Against this backdrop, any entity that has remotely anything to do with cryptocurrencies – as many as 28 – wants to have a hand in the action. After the central bank, the next major entities include the Securities and Exchange Organization, the High Council of Cyberspace, the Ministry of ICT, the parliament, the Ministry of Industry, Mine and Trade, the Ministry of Energy and the Customs Administration.
It is worth noting that those entities belong to different, sometimes rivaling factions and each has their own opinions about how or whether cryptocurrencies should be regulated.
In recent months, there have been talks that the cabinet may have the final say on passing cryptocurrency regulations. If that happens, it could be a simplifying factor in that it could block many of the lower-level entities from trying to have a finger in the pie. But at the same time, it chips away at the central bank’s authority and highlights the independence it so desperately needs.
The fact that so many entities are trying to have a say about cryptocurrency regulations does not negate the central bank’s restrictive capabilities, but it affects its ability to legalize or otherwise support activities in this field, believes Saeed Khoshbakht, CEO of Tehran-based distributed ledger technology solutions firm Areatak.

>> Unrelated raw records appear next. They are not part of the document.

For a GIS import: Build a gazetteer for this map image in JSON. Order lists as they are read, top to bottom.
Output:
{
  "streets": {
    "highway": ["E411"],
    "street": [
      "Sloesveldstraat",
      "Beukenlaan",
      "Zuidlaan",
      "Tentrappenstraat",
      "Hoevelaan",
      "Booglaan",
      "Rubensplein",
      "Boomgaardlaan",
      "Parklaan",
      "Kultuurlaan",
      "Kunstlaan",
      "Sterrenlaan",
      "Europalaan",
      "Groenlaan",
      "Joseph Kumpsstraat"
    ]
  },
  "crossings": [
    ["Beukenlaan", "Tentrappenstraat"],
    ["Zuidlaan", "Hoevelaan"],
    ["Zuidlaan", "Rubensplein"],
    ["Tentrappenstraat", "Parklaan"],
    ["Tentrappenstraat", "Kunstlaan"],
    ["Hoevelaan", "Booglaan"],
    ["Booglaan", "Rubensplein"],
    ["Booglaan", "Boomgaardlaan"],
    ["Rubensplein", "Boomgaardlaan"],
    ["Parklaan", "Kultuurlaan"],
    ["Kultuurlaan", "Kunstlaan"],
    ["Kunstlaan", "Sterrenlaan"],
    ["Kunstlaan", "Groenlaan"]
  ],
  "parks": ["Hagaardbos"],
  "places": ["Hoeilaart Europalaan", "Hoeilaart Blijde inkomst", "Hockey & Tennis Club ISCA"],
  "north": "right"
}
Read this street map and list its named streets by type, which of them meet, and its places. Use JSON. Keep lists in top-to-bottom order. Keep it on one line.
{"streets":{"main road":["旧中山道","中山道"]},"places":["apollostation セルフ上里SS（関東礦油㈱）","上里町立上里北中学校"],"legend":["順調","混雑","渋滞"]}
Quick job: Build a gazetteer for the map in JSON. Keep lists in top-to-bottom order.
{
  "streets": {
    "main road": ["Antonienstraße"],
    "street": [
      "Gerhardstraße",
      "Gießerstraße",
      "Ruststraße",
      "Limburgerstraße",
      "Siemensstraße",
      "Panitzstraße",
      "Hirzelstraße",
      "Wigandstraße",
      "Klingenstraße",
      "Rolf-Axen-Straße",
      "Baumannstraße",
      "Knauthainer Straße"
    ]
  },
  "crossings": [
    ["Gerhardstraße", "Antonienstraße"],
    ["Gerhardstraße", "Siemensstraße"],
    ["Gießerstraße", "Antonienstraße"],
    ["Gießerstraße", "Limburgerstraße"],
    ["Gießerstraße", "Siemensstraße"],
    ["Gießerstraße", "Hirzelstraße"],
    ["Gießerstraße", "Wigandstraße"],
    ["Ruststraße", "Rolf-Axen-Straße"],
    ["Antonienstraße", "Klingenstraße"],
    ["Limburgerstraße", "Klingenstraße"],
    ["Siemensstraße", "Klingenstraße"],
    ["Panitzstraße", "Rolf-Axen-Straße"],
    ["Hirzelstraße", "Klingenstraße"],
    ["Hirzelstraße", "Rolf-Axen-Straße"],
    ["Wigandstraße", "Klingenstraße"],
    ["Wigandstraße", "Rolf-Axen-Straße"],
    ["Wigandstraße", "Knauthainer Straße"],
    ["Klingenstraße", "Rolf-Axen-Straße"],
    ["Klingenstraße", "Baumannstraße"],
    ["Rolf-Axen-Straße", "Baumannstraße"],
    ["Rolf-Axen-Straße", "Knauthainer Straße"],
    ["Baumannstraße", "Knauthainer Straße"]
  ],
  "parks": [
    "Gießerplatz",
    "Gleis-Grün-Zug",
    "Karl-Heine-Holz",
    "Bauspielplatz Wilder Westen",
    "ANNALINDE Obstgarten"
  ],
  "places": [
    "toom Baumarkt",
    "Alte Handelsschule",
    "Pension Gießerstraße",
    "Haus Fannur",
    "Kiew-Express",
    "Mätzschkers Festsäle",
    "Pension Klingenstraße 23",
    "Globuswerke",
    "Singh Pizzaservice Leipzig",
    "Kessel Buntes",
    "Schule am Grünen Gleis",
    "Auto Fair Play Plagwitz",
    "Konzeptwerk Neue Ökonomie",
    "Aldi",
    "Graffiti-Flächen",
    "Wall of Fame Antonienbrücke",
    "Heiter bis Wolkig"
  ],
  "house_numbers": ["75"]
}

“In other words, we have one rule: everyone needs to be onboard for something to be implemented, whereas only one needs to be opposed to stop a motion,” Khoshbakht, who acted as an advisor for the central bank-affiliated Informatics Services Corporation concerning the regulatory framework, told CoinDesk.
He thinks Iran’s cryptocurrency community needs to learn to lobby – “in its positive sense” – since it currently has no effective links to any of the deciding entities.
That, he said, could include working toward enacting constructive regulations, alleviating concerns felt by law enforcement and judiciary, and supporting government entities when necessary.
“Ultimately, I believe the central bank is Iran’s best bet for regulating cryptocurrencies,” Khoshbakht said. “If making decisions for this area gets out of the central bank’s hands for any reason, including mistakes on the community’s part, I think the situation could become much more difficult.”